When it comes to natural language processing, or NLP for short, word embedding is the key. Since most models are incapable of processing strings, we need to convert plain strings into numbers and this mapping of text is defined as word embedding.
Bag-of-words and Tf-Idf are two popular choices of word embedding. Both of them are based on the occurrence of words. Bag-of-words creates a document term matrix which stores how many times a word appears in each document. Tf-Idf is slightly different, as it will adjust for the fact that some words appear more frequently in the corpus. The words that appear frequently are less helpful in distinguishing documents, so we should assign less weights to them.
Tf-Idf is defined as the product of term frequency and inverse document frequency. Term frequency denotes the frequency of each word in each document, i.e. \[tf = f_{t,d}\] \(f_{t,d}\) denotes how many times term \(t\) appears in document \(t\), which can be found in the document term matrix. Inverse document frequency is defined as follows: \[idf = \log(\frac{N}{n_t})\] where \(N\) denotes the number of documents and \(n_t\) denotes how many documents contain term \(t\).
text2vec is a powerful package for text analysis and NLP. Here, I am going to use a simple example to illustrate how we can measure text similarity with Tf-Idf function from text2vec. Especially, we will see how important it is to choose an appropriate Idf function.
Suppose we have a corpus of only two sentences:
First, let us convert the text to lowercase letters and remove non-alphanumeric characters.
require(stringr)
require(text2vec)
text = c("I love apples.",
"I love apples too.")
prep_fun = function(x) {
x %>%
# convert text to lower case
str_to_lower %>%
# remove non-alphanumeric characters
str_replace_all("[^[:alnum:]]", " ")
}
clean_text = prep_fun(text)
Next, we can create a dictionary and build a document term matrix for the corpus. The dictionary consists of unique terms in the corpus.

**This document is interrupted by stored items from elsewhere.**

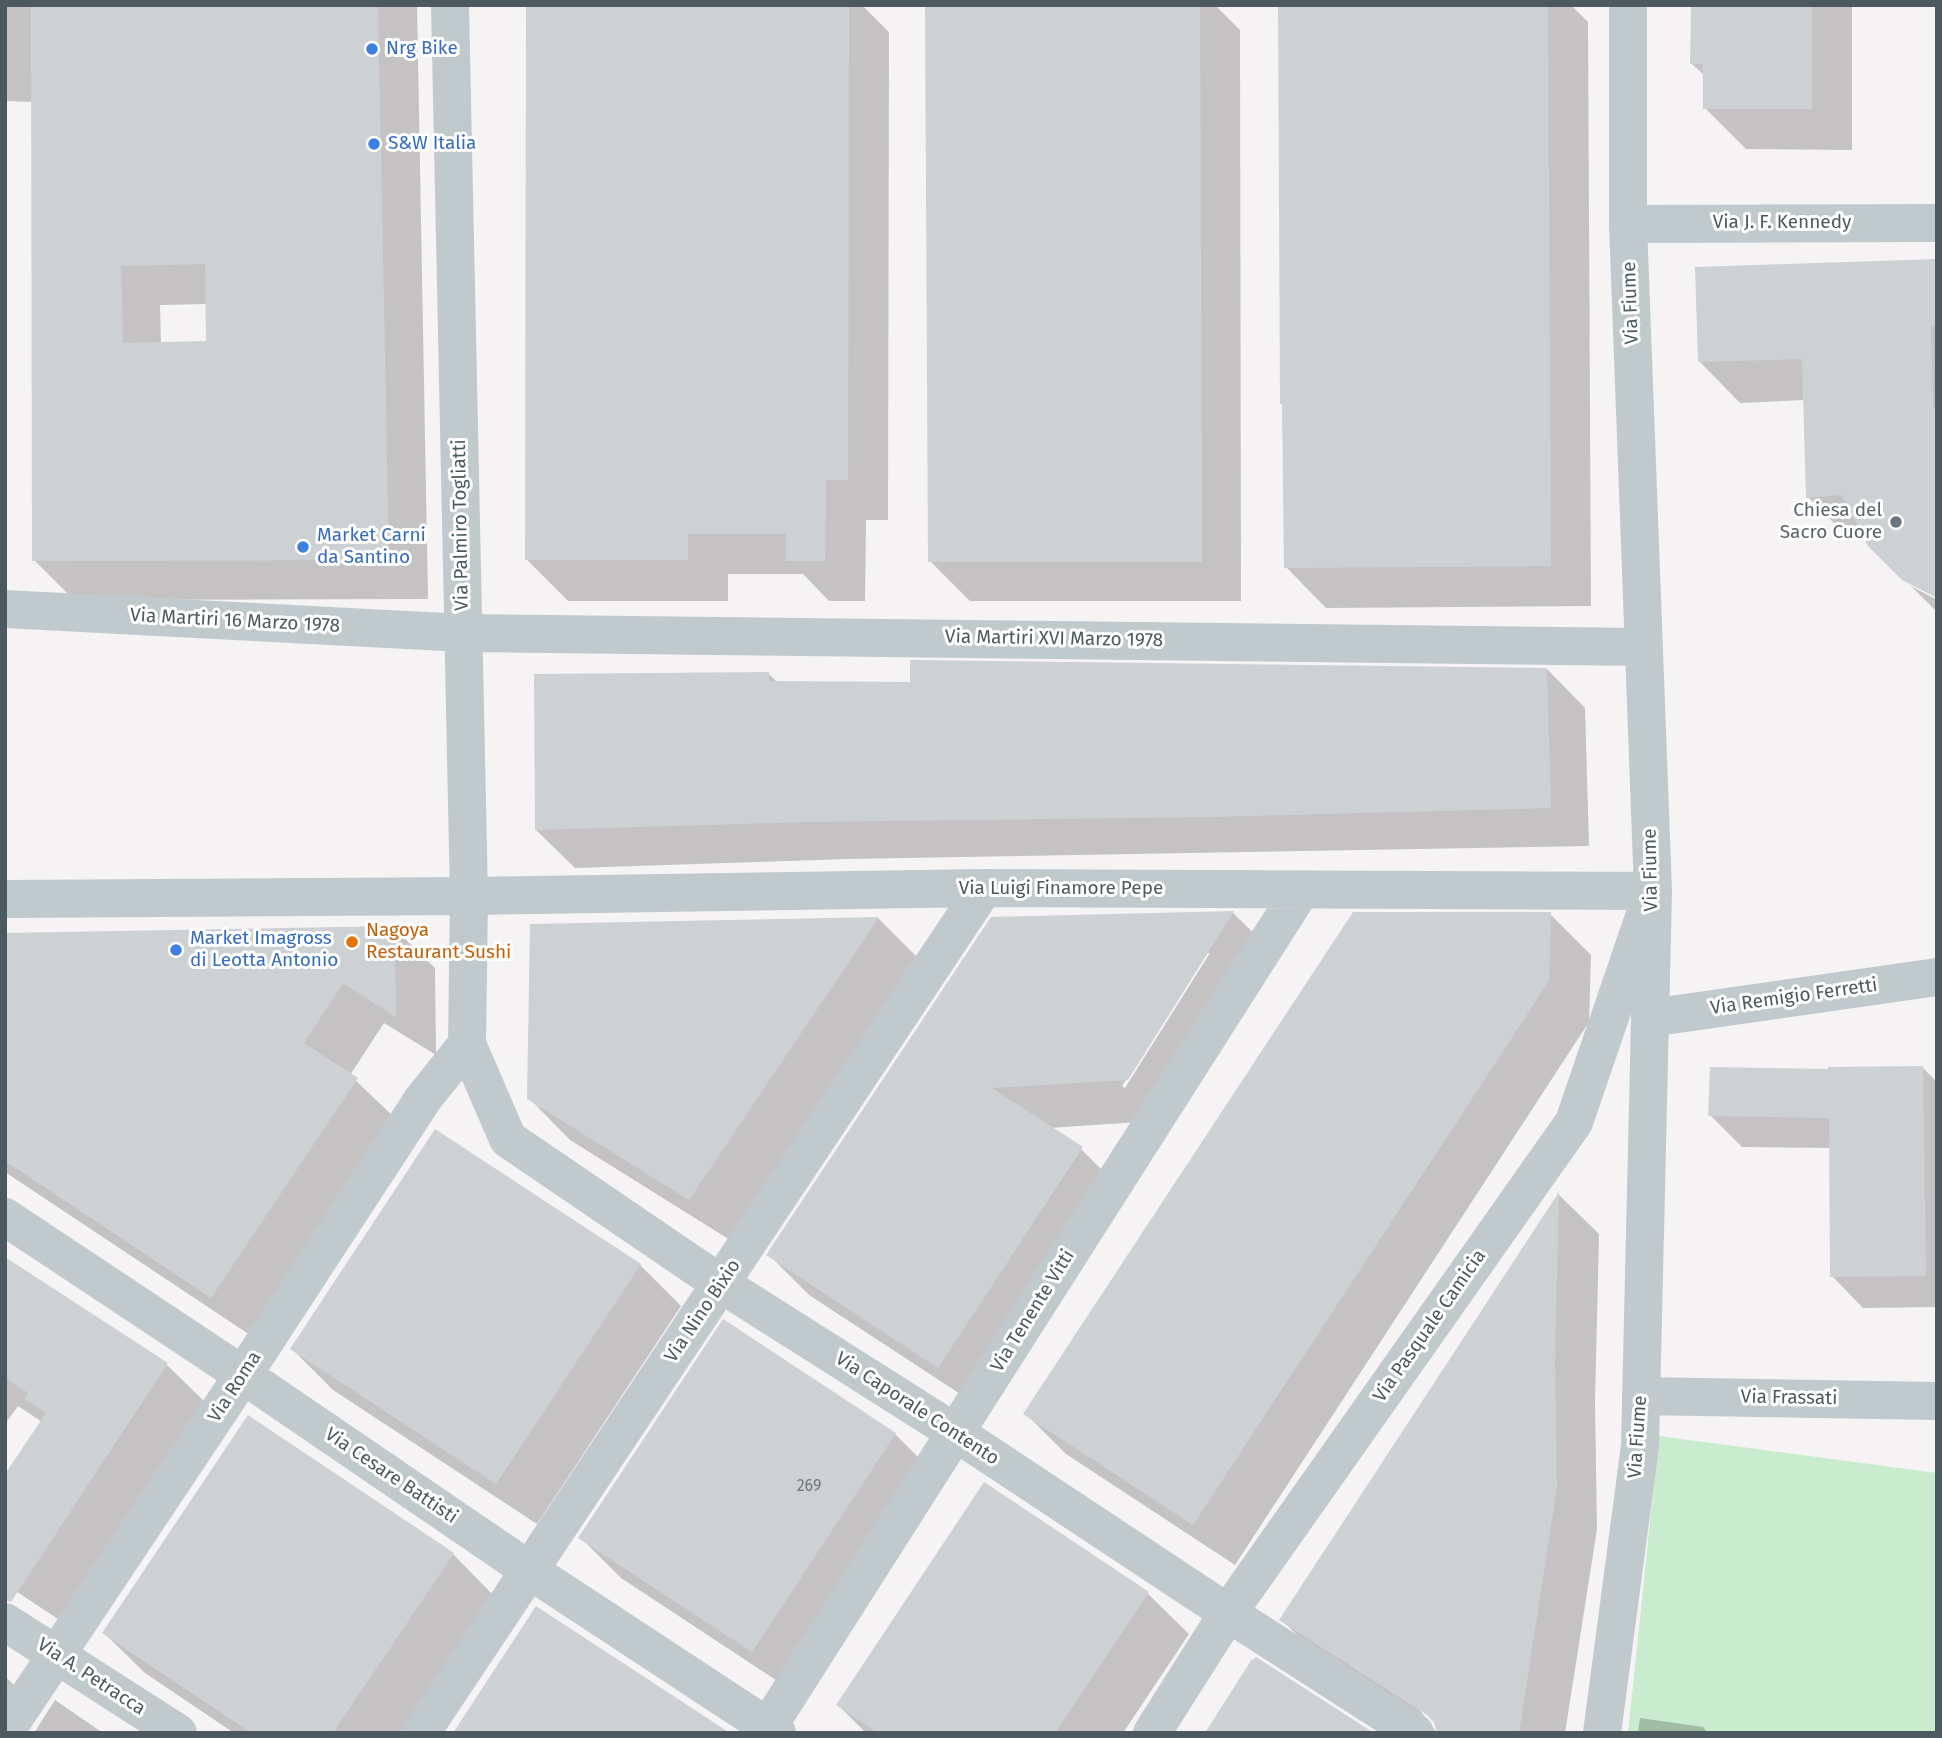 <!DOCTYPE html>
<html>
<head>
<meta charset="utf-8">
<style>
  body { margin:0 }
  #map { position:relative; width:1942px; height:1738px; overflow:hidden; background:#f5f3f4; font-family:"Fira Sans",sans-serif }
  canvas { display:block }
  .frame { position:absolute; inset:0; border:7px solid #4c5a5f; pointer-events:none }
</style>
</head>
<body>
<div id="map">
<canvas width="1942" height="1738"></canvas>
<div class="frame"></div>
</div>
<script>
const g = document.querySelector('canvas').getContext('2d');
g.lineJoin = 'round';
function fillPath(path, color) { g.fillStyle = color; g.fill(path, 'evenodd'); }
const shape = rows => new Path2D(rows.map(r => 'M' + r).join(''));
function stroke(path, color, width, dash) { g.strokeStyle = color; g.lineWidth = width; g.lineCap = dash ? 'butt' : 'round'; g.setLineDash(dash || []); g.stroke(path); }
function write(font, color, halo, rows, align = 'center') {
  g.font = font + ' "Fira Sans",sans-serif'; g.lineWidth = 6; g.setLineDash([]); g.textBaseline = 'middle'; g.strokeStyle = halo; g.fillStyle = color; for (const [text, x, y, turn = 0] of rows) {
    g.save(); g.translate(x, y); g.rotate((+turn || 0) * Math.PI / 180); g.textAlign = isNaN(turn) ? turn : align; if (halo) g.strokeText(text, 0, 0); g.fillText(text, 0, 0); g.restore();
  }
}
const green = shape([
  [1659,1436,1937,1473,1937,1733,1628,1733]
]);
const shadow = shape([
  [5,5,417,5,428,599,74,600,34,560,33,102,5,101],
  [207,304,208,343,161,344,160,305],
  [528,5,862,5,889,32,888,520,866,520,865,601,829,601,803,574,728,574,728,601,568,601,527,560],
  [927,5,1215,5,1240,30,1241,601,970,601,930,561],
  [1280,5,1571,5,1588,22,1591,606,1326,608,1286,567],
  [1692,5,1852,5,1852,150,1746,149,1705,108,1705,76,1692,64],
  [1937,261,1937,596,1865,537,1849,538,1808,497,1805,400,1740,403,1700,362],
  [1911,586,1937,600,1937,612],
  [1547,669,1585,708,1589,846,848,859,575,868,536,830,768,673,778,683,911,684],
  [1233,913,1274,953,1169,1120,1049,1128,1081,1149,1122,1190,980,1407,809,1295,768,1254,992,919],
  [1206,953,1210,953,1125,1088,1122,1086],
  [1353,913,1550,914,1591,955,1589,1022,1235,1565,1066,1454,1025,1413],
  [878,918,919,959,730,1240,570,1140,529,1098,532,926],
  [394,928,435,968,436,1055,384,1023,350,1075,397,1120,253,1337,5,1172,5,935],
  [1923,1068,1937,1082,1937,1307,1863,1308,1832,1276,1831,1148,1742,1147,1710,1115,1830,1071],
  [1559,1195,1599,1234,1595,1402,1597,1529,1565,1733,1485,1733,1391,1672,1437,1733,1435,1733,1323,1661,1282,1620],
  [5,1259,167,1365,208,1405,64,1623,5,1584,42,1422,18,1406,5,1424],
  [640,1265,681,1306,537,1524,333,1390,292,1349],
  [895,1434,936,1475,794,1692,621,1578,580,1537],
  [985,1485,1148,1594,1189,1634,1123,1733,866,1733,838,1705],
  [453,1554,493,1595,401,1733,234,1733,145,1673,104,1633],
  [5,1676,18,1689,5,1708],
  [55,1700,103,1733,34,1733],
  [1640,1718,1703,1727,1708,1733,1638,1733]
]);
const building = shape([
  [31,5,378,5,389,560,32,561],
  [205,264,206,341,123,343,121,266],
  [526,5,849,5,848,480,826,480,825,561,786,561,786,534,688,534,688,560,525,560],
  [925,5,1200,5,1202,562,928,562],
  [1278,5,1548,5,1551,566,1284,568,1282,404,1280,404],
  [1691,5,1812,5,1812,109,1703,109,1703,64,1690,64],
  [1937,259,1937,325,1931,326,1933,408,1937,408,1937,598,1902,580,1868,546,1842,495,1806,498,1802,359,1698,362,1695,267],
  [910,660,1547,668,1551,808,1209,817,808,822,535,830,534,674,769,672,769,681,910,682],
  [1234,911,1128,1080,992,1088,1083,1147,938,1368,766,1255,991,917],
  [1353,912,1551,912,1549,981,1193,1525,1023,1414],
  [879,917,689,1200,527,1099,530,924],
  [395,926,396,1017,343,983,304,1043,358,1078,211,1298,5,1161,5,933],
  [1923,1066,1926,1276,1830,1277,1829,1118,1708,1116,1710,1067,1828,1069,1828,1067],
  [435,1129,641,1264,496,1484,290,1349],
  [1559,1192,1555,1361,1557,1487,1519,1733,1437,1733,1434,1722,1427,1715,1279,1620],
  [5,1257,168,1363,11,1602,5,1600,5,1474,46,1413,25,1399,28,1393,5,1377],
  [723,1319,896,1433,752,1652,578,1538],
  [248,1415,454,1553,333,1733,251,1733,102,1633],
  [984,1482,1149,1592,1055,1733,878,1733,836,1705],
  [536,1606,730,1733,453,1733],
  [1256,1657,1374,1733,1205,1733,1252,1659,1253,1660]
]);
const minor = shape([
  [450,5,469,896,467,1044,508,1139,721,1284,956,1433,1228,1613,1415,1733],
  [1628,224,1937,223],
  [5,609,464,633,1644,647],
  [5,899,469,896,984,888,1653,891,1574,1122,1228,1613,1152,1733],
  [1650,1018,1937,977],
  [5,1217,243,1375,529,1570,777,1733],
  [1641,1396,1937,1401],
  [5,1622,178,1733],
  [5,1732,243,1375,423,1099,467,1044],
  [421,1733,984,888],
  [764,1733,1301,890],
  [1602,1733,1640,1446,1653,891,1628,224,1628,5]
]);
const markers = [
  [372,49,7,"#3f7fe0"],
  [374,144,7,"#3f7fe0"],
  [1896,522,7,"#6b7280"],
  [303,547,7,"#3f7fe0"],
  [352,942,7,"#e8710a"],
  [176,950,7,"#3f7fe0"]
];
const numberNames = [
  ["269",809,1487]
];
const shopNames = [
  ["Nrg Bike",386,49],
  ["S&W Italia",388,144],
  ["Market Carni",317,536],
  ["da Santino",317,558],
  ["Market Imagross",190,939],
  ["di Leotta Antonio",190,961]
];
const streetNames = [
  ["Via J. F. Kennedy",1782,223],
  ["Via Fiume",1631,303,-92],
  ["Via Palmiro Togliatti",461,525,-91],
  ["Via Martiri 16 Marzo 1978",235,621,3],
  ["Via Martiri XVI Marzo 1978",1054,639,1],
  ["Via Fiume",1651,870,-91],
  ["Via Luigi Finamore Pepe",1061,889],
  ["Via Remigio Ferretti",1794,997,-8],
  ["Via Nino Bixio",703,1311,-56],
  ["Via Tenente Vitti",1033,1311,-58],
  ["Via Pasquale Camicia",1430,1326,-55],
  ["Via Roma",235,1387,-57],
  ["Via Frassati",1789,1398,1],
  ["Via Caporale Contento",917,1409,33],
  ["Via Fiume",1638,1437,-86],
  ["Via Cesare Battisti",391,1476,34],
  ["Via A. Petracca",91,1677,33]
];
const worshipNames = [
  ["Chiesa del",1882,511],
  ["Sacro Cuore",1882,533]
];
const foodNames = [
  ["Nagoya",366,931],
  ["Restaurant Sushi",366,953]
];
fillPath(green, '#c8eccd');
fillPath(shadow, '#0003');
fillPath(building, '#cdd1d4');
stroke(minor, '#c0cacd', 38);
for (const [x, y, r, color] of markers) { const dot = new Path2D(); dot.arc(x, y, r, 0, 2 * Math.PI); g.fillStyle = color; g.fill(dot); stroke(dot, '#fff', 2.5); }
write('16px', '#6c787c', null, numberNames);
write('19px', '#366cbe', '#fff', shopNames, 'left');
write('19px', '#4c5a5f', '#fff', streetNames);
write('19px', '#5b616d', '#fff', worshipNames, 'right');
write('19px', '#c56008', '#fff', foodNames, 'left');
</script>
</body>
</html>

# build the document term matrix
it = itoken(clean_text, progressbar = FALSE)
v = create_vocabulary(it)
vectorizer = vocab_vectorizer(v)
dtm = create_dtm(it, vectorizer)
We can get the following document term matrix:
document | too | apples | i | love |
---|---|---|---|---|
1 | 1 | 1 | 1 | |
2 | 1 | 1 | 1 | 1 |
Then we can define a Tf-Idf model. By default, text2vec sets smooth_idf=TRUE so as to prevent a division-by-zero, that is adding 1 to the document frequency: \[smooth\_idf = \log(\frac{N}{n_t + 1})\]
# Tf-Idf weights
tfidf = TfIdf$new(smooth_idf = TRUE)
dtm_tfidf = fit_transform(dtm, tfidf)
The model yields the following Tf-Idf weight matrix:
document | too | apples | i | love |
---|---|---|---|---|
1 | -0.135 | -0.135 | -0.135 | |
2 | 0 | -0.101 | -0.101 | -0.101 |
Tf-Idf decreases the weight for common words and increases the weight for rare words. It will also normalize the document term matrix. For example, we get the weight for term apples in the first sentence by \(\frac{1}{3}\cdot \log{\frac{2}{2+1}} = -0.135\) and we get the weight for term too in the second sentence by \(\frac{1}{4}\cdot \log{\frac{2}{1+1}} = 0\).
With Tf-Idf weight matrix, we can then measure cosine similarities between sentences.
tfidf_cos_sim = sim2(dtm_tfidf, method="cosine", norm="l2")
print(tfidf_cos_sim)
## 2 x 2 sparse Matrix of class "dsCMatrix"
## 1 2
## 1 1 1
## 2 1 1
The result shows the similarity between these two sentences is 1, which indicates they are exactly the same. However, this is not the case. It is obvious that the second sentence has one more word, i.e. too.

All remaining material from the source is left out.